When a Jewish girl reaches the age of 12 years, which according to Judaism is the age of maturity, she becomes responsible for herself under Jewish law. At this point in her life she becomes Bat Mitzvah ("daughter of the commandment").
Before Bat Mitzvah, all responsibility for the girl's actions lies with the parents. After Bat Mitzvah, she is privileged to participate in all aspects of Jewish community life and bear her own responsibility in the areas of Jewish ritual law, tradition, and ethics.
In Orthodox Judaism, women are not considered obliged to obey the same laws as men, so they do not have similar ceremonies as the Bar Mitzvah of the boys.
In the Reform and Conservative Judaism there is no gender distinctions as far as the religious obligations. Today, non-orthodox Jews celebrate a girl's becoming Bat Mitzvah in the same way as a boy's becoming Bar Mitzvah.
Most Reform and Conservative synagogues have egalitarian participation in which women may read from the Torah and lead services.

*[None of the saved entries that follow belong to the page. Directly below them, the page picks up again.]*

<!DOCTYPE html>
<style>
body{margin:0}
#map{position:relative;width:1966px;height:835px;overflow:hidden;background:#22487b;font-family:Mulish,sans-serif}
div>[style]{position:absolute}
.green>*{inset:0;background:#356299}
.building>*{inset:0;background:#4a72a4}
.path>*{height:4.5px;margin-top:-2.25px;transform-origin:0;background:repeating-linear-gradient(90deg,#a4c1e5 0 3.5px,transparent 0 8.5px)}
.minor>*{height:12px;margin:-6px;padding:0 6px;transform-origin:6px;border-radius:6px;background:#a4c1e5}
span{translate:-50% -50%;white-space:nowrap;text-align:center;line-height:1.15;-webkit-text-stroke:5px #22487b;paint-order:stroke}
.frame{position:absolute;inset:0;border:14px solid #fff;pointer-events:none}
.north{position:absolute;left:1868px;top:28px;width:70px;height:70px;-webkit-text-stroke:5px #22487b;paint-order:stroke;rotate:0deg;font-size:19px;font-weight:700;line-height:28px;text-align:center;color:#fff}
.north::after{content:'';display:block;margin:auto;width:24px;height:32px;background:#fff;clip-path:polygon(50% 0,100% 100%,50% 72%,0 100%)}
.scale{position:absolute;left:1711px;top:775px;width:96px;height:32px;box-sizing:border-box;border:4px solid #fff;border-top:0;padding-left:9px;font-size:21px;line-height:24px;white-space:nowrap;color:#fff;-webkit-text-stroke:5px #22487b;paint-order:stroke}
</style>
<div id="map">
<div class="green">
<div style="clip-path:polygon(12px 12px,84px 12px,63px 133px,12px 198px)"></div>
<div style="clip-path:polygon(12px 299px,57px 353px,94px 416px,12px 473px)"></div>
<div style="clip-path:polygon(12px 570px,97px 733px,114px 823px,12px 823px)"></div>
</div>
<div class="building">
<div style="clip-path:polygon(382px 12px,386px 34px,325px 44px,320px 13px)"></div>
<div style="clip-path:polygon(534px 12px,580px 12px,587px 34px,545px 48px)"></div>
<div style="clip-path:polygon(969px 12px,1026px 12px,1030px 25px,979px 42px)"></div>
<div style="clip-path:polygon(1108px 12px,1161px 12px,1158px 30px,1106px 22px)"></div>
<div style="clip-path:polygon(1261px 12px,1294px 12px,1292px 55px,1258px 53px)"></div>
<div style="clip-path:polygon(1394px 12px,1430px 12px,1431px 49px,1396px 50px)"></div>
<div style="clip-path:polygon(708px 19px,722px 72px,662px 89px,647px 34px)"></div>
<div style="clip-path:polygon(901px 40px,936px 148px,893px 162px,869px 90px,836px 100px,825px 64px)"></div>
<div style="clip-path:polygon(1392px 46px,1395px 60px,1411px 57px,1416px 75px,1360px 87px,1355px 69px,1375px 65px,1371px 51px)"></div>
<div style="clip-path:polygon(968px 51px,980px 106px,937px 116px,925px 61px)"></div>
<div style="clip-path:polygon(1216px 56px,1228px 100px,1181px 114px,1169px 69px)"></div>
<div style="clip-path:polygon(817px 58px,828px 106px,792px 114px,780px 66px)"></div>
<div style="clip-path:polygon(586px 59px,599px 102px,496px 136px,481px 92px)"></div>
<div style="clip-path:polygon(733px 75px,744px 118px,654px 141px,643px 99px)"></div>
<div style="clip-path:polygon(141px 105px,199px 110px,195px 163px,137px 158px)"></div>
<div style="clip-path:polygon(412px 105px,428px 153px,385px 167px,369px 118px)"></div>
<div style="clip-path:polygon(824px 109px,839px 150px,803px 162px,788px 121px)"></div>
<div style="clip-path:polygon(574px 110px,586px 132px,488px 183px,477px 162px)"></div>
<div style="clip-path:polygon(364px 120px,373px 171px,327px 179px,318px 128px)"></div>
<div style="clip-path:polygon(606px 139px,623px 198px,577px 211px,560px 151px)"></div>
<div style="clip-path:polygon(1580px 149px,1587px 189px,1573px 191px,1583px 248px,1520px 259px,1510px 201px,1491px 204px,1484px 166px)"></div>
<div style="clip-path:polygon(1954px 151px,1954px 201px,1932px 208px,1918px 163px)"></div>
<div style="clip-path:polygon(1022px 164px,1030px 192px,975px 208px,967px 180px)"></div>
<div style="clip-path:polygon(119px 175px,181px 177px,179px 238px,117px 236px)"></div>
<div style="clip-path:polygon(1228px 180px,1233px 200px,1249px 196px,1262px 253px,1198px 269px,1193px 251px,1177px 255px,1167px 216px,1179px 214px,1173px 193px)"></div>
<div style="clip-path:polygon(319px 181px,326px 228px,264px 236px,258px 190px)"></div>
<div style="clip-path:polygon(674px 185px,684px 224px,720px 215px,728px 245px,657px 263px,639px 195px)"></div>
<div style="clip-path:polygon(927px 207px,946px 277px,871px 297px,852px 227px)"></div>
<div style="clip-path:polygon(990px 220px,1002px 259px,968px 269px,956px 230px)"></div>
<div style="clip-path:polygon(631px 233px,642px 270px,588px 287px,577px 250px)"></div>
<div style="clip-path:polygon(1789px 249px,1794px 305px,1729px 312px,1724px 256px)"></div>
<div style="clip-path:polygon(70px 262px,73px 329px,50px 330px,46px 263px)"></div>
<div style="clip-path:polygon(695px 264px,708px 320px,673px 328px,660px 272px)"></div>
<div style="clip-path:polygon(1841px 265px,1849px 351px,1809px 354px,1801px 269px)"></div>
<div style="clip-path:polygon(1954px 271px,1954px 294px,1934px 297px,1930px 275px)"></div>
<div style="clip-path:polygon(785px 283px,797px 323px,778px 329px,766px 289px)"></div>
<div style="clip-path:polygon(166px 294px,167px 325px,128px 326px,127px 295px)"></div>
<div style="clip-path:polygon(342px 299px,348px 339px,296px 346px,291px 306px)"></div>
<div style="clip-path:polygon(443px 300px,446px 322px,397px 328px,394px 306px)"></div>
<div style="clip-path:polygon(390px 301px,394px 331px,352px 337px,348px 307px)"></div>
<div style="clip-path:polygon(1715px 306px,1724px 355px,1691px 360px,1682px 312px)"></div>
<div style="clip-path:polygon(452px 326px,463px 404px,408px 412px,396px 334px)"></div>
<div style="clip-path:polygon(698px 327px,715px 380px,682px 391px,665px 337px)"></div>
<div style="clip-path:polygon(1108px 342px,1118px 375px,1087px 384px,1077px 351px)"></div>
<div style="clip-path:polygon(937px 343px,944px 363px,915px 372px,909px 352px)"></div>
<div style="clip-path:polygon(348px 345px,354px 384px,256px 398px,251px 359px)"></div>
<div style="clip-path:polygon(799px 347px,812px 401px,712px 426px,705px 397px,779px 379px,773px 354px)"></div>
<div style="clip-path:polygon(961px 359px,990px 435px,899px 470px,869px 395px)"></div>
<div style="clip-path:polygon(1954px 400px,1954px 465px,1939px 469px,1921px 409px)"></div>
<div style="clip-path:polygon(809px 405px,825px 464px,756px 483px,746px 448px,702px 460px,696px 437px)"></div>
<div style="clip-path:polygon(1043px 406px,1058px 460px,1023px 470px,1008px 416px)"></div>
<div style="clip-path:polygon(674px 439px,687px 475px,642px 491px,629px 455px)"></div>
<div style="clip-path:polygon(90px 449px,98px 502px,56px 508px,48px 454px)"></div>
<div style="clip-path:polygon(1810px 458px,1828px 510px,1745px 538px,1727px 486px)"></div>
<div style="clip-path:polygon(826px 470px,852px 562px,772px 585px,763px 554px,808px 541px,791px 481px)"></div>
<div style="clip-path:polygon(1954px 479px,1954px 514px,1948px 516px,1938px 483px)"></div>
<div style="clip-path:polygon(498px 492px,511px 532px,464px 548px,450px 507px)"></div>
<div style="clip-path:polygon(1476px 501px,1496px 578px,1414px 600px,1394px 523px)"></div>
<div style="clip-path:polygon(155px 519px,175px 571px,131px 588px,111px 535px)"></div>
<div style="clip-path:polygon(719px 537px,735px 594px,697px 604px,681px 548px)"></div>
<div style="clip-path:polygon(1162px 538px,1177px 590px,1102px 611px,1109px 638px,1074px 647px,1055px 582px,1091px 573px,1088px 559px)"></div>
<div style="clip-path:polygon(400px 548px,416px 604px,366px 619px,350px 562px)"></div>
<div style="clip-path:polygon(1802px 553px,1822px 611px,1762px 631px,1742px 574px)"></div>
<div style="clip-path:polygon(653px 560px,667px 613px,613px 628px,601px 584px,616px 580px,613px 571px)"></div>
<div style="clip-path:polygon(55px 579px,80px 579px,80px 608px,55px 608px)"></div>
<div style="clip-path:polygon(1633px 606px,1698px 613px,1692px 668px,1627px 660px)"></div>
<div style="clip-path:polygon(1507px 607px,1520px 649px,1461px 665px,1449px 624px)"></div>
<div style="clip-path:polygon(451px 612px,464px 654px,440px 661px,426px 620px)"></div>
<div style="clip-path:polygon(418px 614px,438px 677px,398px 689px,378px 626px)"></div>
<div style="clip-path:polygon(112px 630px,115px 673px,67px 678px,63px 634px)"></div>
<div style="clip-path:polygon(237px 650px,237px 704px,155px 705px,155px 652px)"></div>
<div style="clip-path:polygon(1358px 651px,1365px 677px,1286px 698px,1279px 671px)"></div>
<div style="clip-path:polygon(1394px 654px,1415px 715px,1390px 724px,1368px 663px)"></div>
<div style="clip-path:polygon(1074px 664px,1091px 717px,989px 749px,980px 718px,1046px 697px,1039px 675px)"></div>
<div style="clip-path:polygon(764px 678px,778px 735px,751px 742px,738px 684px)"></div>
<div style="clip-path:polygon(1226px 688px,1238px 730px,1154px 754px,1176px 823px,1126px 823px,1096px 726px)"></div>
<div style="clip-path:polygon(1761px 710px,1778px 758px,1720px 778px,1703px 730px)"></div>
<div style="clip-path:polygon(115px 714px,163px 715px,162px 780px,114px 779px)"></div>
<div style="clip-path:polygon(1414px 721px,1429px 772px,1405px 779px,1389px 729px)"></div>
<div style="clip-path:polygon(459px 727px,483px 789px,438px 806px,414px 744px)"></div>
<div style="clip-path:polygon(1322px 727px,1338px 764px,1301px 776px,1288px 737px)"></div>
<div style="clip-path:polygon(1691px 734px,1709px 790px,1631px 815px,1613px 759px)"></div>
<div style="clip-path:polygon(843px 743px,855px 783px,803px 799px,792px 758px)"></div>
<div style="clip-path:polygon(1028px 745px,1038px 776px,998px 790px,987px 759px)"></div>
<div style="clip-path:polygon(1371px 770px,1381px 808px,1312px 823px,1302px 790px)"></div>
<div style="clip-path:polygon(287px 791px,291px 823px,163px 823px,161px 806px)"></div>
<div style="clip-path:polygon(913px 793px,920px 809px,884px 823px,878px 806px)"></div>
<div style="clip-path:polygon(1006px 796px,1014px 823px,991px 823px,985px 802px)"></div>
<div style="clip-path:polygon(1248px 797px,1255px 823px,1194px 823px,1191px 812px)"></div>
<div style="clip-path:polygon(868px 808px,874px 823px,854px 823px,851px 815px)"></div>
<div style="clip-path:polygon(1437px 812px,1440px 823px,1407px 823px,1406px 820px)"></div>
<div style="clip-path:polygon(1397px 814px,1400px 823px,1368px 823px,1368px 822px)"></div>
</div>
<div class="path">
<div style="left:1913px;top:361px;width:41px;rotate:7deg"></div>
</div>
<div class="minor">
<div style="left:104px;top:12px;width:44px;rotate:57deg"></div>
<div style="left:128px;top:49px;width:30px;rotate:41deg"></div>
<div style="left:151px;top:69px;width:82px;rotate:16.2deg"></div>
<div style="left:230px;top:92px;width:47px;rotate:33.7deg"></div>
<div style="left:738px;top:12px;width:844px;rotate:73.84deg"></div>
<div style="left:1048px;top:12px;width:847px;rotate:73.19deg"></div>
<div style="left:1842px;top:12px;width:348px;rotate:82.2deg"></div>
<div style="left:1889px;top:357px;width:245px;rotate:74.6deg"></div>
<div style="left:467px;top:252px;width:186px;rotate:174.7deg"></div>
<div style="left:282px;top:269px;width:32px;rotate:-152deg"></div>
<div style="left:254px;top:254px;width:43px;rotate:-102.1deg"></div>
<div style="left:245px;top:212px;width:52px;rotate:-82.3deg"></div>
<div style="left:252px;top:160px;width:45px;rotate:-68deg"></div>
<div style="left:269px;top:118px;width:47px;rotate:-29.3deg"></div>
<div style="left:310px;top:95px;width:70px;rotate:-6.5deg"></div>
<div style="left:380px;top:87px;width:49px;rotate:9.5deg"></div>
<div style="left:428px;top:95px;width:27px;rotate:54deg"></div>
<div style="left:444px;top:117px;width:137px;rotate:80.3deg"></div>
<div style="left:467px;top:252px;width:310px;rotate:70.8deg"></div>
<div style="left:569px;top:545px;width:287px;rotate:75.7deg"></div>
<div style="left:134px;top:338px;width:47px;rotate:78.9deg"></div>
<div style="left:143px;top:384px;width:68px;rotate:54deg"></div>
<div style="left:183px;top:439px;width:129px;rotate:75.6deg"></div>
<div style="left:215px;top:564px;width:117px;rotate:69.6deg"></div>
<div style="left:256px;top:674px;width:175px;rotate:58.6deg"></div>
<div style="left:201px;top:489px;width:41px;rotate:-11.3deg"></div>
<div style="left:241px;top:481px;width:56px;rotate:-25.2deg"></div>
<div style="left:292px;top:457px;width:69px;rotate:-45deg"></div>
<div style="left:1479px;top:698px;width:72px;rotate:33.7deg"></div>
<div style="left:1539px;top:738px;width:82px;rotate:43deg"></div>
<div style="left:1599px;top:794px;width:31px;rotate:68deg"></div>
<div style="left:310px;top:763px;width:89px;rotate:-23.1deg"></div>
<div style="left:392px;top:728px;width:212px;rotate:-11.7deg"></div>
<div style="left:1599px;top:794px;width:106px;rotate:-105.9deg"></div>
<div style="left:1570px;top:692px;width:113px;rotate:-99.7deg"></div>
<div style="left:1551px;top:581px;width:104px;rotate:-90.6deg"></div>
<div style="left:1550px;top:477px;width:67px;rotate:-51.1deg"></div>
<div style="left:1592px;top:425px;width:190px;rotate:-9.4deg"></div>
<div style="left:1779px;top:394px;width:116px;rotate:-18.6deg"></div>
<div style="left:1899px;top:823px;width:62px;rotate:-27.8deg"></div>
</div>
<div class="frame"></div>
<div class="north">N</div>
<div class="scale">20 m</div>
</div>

Conservative Judaism is pluralistic, and some synagogues are still concerned about the halakhic propriety of women reading the Torah portion to men.
The majority of Orthodox Judaism rejects the idea that a woman can read from the Torah or lead prayer services and has developed a less public way to mark this occasion. In some cases, Orthodox girls will lecture on a Jewish topic to mark their Bat Mitzvah.